WORK ORDER ::
Go through the listing and pick out each line with the word "them" in it.

MATERIAL SHOWN ::
————

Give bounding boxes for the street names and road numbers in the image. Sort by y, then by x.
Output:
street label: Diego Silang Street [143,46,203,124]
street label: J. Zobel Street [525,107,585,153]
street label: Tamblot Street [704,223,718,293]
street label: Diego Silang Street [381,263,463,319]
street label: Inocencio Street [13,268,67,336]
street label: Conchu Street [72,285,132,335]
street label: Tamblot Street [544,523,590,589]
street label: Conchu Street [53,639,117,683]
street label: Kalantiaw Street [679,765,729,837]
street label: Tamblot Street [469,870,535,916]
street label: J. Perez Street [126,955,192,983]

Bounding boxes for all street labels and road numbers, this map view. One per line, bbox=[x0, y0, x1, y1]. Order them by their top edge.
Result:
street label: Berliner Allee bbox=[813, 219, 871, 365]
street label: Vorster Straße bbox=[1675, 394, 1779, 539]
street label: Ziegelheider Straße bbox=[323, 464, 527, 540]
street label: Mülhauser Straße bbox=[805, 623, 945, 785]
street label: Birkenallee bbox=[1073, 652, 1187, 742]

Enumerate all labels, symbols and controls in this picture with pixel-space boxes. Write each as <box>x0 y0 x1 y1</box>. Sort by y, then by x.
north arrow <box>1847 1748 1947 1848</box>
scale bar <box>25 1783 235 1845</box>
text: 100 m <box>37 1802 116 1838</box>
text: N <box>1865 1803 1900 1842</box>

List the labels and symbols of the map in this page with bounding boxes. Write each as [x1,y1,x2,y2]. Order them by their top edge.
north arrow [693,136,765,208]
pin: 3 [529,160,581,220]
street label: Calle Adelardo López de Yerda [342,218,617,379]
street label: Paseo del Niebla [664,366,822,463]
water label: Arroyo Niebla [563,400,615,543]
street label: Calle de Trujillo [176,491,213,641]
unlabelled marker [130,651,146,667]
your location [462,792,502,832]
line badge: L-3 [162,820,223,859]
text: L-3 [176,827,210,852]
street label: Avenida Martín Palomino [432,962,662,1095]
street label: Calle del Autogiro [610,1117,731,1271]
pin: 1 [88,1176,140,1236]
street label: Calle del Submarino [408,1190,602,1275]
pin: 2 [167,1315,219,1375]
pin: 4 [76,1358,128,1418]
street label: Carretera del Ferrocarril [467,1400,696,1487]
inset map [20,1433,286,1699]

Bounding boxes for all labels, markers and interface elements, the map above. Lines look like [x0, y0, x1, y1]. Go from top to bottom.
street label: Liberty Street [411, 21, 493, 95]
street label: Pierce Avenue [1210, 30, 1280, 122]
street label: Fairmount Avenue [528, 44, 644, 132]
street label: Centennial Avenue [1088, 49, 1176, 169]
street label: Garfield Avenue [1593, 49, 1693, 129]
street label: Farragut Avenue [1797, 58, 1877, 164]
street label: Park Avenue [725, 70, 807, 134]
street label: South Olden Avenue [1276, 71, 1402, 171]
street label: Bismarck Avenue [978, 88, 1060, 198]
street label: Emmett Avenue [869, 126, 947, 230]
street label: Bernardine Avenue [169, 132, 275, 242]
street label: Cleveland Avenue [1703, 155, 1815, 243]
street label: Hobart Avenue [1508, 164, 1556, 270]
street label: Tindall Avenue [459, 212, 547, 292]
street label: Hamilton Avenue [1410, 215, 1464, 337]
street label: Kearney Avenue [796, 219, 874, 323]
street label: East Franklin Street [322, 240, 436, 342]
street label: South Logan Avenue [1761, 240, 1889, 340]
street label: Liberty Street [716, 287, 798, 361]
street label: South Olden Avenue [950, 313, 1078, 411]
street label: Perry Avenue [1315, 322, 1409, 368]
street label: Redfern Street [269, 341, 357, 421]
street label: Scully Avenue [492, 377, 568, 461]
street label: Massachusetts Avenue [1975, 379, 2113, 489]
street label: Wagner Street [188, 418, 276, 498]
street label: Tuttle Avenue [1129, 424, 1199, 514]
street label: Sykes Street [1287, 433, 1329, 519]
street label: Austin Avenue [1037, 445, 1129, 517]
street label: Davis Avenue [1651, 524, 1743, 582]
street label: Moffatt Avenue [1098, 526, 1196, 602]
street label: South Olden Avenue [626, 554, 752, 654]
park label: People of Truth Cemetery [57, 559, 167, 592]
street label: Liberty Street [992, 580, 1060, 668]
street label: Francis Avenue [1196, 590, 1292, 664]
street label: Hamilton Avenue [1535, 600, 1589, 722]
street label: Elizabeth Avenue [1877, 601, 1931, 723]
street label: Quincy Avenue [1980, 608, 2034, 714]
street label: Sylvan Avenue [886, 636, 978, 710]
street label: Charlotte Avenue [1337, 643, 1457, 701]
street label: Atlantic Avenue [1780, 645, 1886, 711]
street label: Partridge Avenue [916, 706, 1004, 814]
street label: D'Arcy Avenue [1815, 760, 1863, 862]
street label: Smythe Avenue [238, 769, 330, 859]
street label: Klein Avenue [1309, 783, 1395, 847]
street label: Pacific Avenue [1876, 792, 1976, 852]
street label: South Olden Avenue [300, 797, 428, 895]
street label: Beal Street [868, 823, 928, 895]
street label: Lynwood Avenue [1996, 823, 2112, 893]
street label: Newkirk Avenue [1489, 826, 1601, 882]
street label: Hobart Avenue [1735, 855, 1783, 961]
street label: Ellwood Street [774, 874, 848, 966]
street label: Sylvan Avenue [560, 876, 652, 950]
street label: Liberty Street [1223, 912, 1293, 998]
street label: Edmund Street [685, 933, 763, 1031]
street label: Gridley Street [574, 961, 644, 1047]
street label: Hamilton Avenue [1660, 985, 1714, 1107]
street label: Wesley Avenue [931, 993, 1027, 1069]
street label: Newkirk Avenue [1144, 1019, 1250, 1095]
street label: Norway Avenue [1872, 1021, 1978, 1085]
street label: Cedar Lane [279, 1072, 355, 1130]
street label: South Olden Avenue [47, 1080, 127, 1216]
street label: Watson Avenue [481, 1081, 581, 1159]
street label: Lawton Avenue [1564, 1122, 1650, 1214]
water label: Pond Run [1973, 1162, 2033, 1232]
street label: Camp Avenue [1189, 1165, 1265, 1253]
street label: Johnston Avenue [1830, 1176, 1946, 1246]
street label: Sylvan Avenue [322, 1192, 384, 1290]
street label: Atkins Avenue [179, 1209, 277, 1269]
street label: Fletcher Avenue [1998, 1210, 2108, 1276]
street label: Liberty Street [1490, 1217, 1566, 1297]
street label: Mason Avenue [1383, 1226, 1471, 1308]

————

FINAL ANSWER ::
Bounding boxes for all street labels and road numbers, this map view. One per line, bbox=[x0, y0, x1, y1]. Order them by their top edge.
List the labels and symbols of the map in this page with bounding boxes. Write each as [x1,y1,x2,y2]. Order them by their top edge.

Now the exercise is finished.